Which Python library should I use for a headless browser?

Playwright is the default in 2026 — cleanest API, best maintained, cross-browser (Chromium, Firefox, WebKit), Microsoft-backed. Selenium for legacy compatibility or existing test suites. Pyppeteer (Puppeteer port to Python) is largely abandoned — skip it. For greenfield: Playwright.

Why is my Playwright scraper missing content?

Most common cause: scraping before JavaScript finishes loading. Add page.wait_for_selector('your.target.element') before extracting. Second cause: site uses lazy loading (content appears on scroll) — use page.evaluate('window.scrollTo(0, document.body.scrollHeight)') then wait again.

How do I use a proxy with Playwright?

Pass proxy at browser launch: p.chromium.launch(proxy={'server': 'http://gw.spyderproxy.com:8000', 'username': 'USER', 'password': 'PASS'}). All requests from that browser route through. For per-request rotation, launch a fresh browser per task with a different sticky-session token.

Does Playwright run in headless mode by default?

Yes — p.chromium.launch() defaults to headless=True. For debugging, set headless=False to see what the scraper is doing. On servers with no display, always keep headless=True. CI environments work fine with the default.

How much memory does Playwright use?

~250 MB per active Chromium instance, similar for Firefox, slightly less for WebKit. Multiple pages from one browser share memory more efficiently — 5 pages in one browser uses ~400 MB vs 5 separate browsers using ~1.25 GB. Restart browsers every 100-200 pages to avoid memory leaks.
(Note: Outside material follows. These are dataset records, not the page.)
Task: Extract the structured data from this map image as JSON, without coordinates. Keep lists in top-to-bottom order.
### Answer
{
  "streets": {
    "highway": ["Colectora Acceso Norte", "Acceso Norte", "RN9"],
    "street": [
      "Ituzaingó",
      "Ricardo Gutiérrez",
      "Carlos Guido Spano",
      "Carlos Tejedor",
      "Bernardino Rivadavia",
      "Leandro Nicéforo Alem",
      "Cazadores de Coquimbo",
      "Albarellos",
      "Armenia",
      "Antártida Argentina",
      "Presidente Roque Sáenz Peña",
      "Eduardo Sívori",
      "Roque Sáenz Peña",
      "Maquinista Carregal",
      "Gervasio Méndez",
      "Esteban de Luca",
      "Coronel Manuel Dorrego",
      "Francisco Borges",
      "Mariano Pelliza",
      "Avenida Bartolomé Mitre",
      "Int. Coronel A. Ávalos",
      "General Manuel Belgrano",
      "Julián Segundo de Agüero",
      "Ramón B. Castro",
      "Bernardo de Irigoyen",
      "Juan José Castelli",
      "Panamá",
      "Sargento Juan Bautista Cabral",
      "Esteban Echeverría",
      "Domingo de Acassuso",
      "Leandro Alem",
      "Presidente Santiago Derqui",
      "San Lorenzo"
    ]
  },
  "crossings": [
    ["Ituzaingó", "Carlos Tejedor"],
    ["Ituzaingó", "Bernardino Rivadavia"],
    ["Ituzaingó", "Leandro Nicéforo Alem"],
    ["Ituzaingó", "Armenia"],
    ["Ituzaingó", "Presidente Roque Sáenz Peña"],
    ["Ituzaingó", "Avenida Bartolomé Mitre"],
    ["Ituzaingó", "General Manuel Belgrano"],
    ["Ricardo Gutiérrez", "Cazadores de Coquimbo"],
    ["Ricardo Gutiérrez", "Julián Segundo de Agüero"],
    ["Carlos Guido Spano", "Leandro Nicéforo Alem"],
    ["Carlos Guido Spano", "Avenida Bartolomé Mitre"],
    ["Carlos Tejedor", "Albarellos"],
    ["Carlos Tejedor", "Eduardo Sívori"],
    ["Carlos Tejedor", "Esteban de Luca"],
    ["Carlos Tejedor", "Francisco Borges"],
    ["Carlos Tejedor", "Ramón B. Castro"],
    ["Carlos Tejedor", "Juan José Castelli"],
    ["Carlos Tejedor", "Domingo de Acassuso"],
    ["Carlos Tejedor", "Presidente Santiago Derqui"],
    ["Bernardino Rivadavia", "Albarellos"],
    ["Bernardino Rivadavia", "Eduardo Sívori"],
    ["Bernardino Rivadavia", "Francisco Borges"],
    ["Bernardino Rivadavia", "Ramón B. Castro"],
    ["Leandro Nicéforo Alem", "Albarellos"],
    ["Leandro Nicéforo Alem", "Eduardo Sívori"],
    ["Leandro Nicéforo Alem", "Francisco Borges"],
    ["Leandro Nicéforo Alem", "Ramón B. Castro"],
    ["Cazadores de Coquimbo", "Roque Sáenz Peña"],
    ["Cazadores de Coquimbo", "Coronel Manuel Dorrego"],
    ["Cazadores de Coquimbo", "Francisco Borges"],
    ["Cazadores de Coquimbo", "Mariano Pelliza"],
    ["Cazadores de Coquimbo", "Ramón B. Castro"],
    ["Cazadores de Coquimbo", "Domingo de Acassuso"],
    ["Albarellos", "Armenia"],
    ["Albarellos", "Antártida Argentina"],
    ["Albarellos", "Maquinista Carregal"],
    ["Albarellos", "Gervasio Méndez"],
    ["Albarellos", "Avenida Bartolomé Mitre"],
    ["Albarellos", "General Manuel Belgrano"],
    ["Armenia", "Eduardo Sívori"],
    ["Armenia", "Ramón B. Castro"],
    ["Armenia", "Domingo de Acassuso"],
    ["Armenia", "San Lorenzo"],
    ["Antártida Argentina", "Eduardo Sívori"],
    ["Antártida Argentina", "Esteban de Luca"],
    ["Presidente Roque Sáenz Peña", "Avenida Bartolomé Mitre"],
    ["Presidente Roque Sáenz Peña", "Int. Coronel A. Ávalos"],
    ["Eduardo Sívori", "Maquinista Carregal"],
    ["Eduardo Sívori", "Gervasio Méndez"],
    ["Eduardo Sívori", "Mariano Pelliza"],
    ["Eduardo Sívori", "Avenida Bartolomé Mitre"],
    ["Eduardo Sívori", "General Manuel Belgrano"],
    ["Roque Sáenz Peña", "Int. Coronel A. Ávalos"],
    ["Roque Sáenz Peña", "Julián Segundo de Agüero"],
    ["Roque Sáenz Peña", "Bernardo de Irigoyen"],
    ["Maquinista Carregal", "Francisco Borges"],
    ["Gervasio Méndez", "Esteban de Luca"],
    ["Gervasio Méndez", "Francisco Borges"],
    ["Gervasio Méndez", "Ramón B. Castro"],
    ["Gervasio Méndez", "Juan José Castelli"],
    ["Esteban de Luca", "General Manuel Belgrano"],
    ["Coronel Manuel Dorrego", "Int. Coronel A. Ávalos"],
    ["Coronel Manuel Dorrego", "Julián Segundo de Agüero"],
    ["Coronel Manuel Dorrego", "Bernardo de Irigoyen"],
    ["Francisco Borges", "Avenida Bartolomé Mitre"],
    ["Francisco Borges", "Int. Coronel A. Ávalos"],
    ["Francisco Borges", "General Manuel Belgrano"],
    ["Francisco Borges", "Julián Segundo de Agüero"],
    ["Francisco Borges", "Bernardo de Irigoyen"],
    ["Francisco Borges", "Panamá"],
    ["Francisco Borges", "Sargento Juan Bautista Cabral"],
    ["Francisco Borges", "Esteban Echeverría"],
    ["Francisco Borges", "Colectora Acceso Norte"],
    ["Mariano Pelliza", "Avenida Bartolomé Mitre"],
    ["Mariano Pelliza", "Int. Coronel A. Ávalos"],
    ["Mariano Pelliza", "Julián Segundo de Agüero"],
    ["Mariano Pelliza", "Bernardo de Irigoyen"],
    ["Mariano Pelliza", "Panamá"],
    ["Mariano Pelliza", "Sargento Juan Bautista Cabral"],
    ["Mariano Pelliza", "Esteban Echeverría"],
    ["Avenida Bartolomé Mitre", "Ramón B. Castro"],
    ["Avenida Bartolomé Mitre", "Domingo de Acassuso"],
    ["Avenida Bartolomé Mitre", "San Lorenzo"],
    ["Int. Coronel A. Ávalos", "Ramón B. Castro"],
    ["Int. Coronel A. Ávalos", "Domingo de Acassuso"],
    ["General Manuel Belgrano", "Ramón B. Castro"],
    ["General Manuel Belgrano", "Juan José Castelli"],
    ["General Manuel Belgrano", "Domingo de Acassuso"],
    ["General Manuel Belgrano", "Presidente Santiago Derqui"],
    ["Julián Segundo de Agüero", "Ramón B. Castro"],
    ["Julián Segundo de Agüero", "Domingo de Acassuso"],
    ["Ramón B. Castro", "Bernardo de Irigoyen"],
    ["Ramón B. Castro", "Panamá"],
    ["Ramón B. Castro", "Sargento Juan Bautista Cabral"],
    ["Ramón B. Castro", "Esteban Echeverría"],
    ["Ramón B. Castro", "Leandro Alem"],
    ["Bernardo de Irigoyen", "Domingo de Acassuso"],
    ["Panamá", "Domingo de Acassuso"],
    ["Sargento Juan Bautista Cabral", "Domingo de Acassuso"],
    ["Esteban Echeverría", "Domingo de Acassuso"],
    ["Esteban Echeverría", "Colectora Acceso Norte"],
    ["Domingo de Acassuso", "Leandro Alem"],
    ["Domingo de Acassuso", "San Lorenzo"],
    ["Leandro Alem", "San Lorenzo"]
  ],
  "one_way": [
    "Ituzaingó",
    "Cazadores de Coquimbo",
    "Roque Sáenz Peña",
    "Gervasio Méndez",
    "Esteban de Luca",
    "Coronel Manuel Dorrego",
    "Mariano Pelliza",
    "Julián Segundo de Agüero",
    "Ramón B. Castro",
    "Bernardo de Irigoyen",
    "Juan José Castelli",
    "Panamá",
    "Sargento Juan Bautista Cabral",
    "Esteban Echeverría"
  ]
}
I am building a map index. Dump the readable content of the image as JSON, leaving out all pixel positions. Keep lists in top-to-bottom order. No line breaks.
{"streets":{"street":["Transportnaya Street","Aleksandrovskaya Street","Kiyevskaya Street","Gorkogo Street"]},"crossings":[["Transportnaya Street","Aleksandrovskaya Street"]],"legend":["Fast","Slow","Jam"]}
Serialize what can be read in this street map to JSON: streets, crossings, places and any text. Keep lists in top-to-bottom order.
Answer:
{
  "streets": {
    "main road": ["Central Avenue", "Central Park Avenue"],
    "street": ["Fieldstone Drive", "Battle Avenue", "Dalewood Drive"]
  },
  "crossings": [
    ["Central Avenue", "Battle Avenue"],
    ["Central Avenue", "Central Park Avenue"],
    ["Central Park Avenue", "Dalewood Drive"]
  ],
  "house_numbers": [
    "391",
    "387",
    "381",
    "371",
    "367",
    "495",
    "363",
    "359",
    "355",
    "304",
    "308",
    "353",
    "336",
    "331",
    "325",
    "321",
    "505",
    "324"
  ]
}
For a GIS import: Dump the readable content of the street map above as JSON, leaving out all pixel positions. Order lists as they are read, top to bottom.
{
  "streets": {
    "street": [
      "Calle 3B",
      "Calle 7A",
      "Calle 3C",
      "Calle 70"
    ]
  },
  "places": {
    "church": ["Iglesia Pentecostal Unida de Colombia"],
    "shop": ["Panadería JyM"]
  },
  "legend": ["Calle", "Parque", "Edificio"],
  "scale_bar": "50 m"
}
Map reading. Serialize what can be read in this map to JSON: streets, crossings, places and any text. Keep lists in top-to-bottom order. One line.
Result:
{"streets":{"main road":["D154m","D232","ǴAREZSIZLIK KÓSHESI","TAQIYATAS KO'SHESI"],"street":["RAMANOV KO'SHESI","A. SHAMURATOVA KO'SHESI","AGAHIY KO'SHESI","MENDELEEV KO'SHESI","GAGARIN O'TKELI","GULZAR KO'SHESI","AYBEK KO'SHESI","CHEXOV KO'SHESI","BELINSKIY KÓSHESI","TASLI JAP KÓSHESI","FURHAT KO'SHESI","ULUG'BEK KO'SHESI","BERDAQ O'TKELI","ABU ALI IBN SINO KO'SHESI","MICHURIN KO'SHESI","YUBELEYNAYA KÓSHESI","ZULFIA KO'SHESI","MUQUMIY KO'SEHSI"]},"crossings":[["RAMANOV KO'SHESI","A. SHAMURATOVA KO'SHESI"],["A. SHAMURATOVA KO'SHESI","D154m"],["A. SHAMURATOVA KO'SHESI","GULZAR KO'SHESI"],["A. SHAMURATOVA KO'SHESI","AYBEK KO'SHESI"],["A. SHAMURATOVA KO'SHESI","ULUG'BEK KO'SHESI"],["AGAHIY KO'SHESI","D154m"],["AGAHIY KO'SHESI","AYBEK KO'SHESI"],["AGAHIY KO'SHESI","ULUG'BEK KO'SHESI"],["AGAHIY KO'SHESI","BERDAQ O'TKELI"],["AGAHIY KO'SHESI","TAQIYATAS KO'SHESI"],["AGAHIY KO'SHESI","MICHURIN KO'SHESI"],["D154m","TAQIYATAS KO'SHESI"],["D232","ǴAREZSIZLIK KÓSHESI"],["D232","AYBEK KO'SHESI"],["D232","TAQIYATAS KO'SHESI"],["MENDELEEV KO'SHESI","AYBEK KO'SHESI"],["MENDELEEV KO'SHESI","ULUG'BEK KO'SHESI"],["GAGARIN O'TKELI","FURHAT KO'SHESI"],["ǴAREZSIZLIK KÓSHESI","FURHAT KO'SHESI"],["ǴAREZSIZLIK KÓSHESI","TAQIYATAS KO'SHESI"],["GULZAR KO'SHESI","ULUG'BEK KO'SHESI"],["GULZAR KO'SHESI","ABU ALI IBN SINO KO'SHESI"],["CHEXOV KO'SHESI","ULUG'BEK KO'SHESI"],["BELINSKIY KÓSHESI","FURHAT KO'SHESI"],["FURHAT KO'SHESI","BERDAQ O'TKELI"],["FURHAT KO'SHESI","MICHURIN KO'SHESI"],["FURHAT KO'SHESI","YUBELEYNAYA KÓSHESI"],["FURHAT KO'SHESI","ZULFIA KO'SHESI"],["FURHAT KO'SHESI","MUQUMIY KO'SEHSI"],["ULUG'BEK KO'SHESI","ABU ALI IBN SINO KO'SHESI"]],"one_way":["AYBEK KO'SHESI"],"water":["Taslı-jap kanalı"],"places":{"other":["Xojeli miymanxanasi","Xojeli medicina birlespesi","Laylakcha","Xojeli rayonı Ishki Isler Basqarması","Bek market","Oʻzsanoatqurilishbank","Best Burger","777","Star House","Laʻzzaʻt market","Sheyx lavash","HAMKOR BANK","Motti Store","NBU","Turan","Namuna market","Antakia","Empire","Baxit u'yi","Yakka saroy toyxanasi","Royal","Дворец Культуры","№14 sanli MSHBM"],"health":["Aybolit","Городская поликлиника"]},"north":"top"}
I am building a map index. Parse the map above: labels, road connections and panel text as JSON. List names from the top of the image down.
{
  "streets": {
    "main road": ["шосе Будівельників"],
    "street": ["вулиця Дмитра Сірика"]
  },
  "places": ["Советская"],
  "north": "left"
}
Can Playwright bypass Cloudflare or DataDome?

Not by itself. Playwright runs a real browser, which passes basic checks, but sites detect 'navigator.webdriver = true' and other headless tells. Install playwright-stealth to patch most detection signals. For Cloudflare Turnstile and DataDome, also need fresh residential IPs and natural-feeling delays.

Should I use sync or async API in Playwright?

Async (playwright.async_api) for high concurrency or integration with async frameworks like FastAPI. Sync (playwright.sync_api) for scripts, simpler code, or one-off scrapers. Don't mix in the same file — pick one and stick with it per project.

How do I scrape a site that requires login with Playwright?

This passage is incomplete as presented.